"""
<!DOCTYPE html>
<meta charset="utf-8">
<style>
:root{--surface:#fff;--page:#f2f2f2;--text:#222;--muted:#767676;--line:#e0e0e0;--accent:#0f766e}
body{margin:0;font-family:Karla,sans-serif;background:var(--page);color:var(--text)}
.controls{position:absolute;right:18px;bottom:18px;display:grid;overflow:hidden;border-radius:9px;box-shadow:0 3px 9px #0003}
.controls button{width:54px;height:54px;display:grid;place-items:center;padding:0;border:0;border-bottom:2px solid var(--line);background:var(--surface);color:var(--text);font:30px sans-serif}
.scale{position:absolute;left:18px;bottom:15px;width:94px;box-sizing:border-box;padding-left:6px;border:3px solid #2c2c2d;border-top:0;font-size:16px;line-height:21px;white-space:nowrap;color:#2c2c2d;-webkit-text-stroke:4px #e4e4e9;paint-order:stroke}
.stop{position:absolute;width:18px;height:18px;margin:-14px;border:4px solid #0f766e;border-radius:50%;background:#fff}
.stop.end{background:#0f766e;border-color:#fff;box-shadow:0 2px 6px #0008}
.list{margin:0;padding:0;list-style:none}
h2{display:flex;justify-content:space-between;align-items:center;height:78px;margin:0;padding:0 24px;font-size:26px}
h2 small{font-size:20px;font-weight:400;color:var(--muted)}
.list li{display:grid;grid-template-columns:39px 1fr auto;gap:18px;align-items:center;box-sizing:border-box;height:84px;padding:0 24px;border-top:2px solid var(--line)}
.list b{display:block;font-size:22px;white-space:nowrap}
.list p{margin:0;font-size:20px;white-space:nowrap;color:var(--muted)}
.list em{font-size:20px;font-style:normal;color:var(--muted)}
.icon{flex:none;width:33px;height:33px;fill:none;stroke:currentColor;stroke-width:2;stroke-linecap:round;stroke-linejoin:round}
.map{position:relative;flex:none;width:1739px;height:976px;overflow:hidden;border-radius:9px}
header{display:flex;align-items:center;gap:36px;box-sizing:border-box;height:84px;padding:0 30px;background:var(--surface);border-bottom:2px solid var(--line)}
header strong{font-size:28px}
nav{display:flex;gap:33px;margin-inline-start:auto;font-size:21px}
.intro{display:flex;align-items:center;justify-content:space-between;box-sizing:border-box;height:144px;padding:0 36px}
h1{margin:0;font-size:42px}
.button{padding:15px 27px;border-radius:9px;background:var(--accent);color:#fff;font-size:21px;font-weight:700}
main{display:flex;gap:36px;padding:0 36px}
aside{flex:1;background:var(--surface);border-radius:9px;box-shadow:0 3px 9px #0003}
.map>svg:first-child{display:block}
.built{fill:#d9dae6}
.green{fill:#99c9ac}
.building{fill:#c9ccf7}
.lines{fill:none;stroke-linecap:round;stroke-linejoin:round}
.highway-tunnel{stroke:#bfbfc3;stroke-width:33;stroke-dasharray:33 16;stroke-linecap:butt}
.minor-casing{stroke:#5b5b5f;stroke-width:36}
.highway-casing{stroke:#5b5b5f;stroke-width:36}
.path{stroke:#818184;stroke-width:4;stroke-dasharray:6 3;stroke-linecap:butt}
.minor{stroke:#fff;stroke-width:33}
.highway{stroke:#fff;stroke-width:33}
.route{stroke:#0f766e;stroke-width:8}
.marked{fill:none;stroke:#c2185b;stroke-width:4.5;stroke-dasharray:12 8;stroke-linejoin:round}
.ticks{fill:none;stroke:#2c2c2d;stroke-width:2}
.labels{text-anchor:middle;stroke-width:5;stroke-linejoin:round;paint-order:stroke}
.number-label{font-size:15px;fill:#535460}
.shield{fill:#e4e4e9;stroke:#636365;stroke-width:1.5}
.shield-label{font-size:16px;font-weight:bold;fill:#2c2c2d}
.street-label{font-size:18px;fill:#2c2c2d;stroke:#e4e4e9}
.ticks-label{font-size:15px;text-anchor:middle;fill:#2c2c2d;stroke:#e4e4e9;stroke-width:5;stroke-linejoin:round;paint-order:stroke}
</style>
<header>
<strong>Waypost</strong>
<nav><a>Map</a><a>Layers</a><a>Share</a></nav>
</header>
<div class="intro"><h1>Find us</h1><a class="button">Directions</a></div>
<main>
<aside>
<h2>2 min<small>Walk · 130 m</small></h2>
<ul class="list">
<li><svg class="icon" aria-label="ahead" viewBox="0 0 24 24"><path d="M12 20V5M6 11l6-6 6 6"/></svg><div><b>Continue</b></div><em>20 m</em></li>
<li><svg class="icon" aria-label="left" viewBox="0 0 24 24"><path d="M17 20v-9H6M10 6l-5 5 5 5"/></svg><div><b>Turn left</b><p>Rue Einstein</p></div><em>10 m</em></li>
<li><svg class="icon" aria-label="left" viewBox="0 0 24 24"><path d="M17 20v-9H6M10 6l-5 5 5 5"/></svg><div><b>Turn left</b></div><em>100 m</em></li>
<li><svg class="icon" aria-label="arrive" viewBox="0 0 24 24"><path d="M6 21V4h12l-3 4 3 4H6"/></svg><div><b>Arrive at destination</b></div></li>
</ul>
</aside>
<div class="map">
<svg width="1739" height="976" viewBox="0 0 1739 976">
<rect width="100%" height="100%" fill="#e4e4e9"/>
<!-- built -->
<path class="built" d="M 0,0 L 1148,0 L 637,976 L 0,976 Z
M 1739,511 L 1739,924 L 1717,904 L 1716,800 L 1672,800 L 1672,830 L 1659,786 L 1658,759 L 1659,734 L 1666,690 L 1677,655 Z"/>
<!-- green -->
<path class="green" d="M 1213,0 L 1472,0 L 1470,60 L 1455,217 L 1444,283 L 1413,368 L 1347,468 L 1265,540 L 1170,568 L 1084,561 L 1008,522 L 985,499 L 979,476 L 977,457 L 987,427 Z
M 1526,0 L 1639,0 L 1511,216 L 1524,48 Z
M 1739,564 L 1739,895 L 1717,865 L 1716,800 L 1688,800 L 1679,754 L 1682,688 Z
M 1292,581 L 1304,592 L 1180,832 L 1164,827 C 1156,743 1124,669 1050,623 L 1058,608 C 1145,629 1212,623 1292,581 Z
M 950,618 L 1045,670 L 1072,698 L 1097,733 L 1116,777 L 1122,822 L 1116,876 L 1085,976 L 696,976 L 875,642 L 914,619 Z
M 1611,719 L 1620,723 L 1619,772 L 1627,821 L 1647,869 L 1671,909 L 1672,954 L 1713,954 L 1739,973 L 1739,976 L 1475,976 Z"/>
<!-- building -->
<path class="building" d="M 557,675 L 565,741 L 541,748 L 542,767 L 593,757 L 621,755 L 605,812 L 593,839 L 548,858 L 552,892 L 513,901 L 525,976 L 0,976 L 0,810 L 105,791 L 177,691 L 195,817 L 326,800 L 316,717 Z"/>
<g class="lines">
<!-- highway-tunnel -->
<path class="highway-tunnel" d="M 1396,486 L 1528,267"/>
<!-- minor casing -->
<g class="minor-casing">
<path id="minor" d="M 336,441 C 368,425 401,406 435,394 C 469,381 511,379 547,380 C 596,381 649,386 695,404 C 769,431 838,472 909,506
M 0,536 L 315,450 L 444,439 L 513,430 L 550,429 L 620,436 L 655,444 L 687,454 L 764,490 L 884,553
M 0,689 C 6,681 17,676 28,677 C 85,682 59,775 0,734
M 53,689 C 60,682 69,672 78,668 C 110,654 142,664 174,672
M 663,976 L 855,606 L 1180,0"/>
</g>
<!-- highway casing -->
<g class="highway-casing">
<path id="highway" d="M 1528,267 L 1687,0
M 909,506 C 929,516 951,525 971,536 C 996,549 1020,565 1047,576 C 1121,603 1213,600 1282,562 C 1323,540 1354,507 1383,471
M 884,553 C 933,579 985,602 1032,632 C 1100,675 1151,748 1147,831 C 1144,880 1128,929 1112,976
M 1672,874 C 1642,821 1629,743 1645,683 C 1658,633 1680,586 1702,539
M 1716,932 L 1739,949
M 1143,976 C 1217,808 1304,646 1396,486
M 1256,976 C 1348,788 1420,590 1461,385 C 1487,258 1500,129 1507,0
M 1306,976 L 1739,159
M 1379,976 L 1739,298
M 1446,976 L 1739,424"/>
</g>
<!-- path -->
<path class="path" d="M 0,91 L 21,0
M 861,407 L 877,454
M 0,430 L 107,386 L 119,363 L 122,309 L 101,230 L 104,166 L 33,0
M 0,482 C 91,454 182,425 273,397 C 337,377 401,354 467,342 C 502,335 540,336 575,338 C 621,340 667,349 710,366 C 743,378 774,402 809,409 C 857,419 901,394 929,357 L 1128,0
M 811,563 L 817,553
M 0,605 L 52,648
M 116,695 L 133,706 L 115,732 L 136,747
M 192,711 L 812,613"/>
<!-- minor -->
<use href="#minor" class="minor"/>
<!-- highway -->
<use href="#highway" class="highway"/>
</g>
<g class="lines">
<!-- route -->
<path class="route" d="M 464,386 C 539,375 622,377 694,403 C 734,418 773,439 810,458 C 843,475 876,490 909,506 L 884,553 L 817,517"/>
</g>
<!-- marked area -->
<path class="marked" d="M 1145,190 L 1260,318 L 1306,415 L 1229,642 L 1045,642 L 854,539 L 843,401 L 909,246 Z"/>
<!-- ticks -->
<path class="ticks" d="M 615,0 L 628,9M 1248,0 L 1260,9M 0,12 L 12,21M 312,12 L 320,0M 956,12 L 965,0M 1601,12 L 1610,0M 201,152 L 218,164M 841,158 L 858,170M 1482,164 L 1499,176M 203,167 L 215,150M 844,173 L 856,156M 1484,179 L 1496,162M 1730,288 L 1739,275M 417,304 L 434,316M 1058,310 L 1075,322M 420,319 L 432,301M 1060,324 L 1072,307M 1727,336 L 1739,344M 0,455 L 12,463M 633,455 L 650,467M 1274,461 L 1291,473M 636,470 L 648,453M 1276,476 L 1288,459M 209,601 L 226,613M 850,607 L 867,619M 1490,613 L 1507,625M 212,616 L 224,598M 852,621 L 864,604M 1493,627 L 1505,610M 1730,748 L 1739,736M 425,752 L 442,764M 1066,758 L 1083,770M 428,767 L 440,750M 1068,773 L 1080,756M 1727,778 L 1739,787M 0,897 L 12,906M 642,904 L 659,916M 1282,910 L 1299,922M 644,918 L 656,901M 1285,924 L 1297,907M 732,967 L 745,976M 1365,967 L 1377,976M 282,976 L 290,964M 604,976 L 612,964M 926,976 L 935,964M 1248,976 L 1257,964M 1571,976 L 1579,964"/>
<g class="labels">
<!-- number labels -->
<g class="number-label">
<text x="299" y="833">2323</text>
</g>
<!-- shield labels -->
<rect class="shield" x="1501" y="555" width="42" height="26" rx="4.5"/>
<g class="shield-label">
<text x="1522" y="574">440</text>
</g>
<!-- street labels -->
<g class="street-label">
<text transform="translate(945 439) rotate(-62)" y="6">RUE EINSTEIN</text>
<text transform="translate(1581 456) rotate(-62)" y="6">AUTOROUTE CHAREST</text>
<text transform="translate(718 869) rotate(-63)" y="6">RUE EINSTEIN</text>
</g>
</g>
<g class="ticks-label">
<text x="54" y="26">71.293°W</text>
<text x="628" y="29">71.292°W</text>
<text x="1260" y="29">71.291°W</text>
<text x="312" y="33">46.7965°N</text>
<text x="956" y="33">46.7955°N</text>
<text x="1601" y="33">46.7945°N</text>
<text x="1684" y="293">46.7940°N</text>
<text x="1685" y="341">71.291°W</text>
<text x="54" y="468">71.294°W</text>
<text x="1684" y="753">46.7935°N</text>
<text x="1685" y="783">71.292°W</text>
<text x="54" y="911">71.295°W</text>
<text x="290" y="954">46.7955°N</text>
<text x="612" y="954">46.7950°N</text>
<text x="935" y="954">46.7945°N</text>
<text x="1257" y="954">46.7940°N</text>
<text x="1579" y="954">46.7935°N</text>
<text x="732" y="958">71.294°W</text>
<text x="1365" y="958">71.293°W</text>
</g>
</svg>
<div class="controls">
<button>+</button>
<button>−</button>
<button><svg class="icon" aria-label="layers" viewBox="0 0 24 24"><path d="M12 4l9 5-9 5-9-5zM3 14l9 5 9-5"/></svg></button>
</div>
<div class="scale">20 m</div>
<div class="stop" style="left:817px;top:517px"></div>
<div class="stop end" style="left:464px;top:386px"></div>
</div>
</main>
"""
WHAT THE EXERCISE ASKS:
Could you state how many lines of the data include the word "linecap"? Only the number is needed.

EXERCISE ANSWER:
4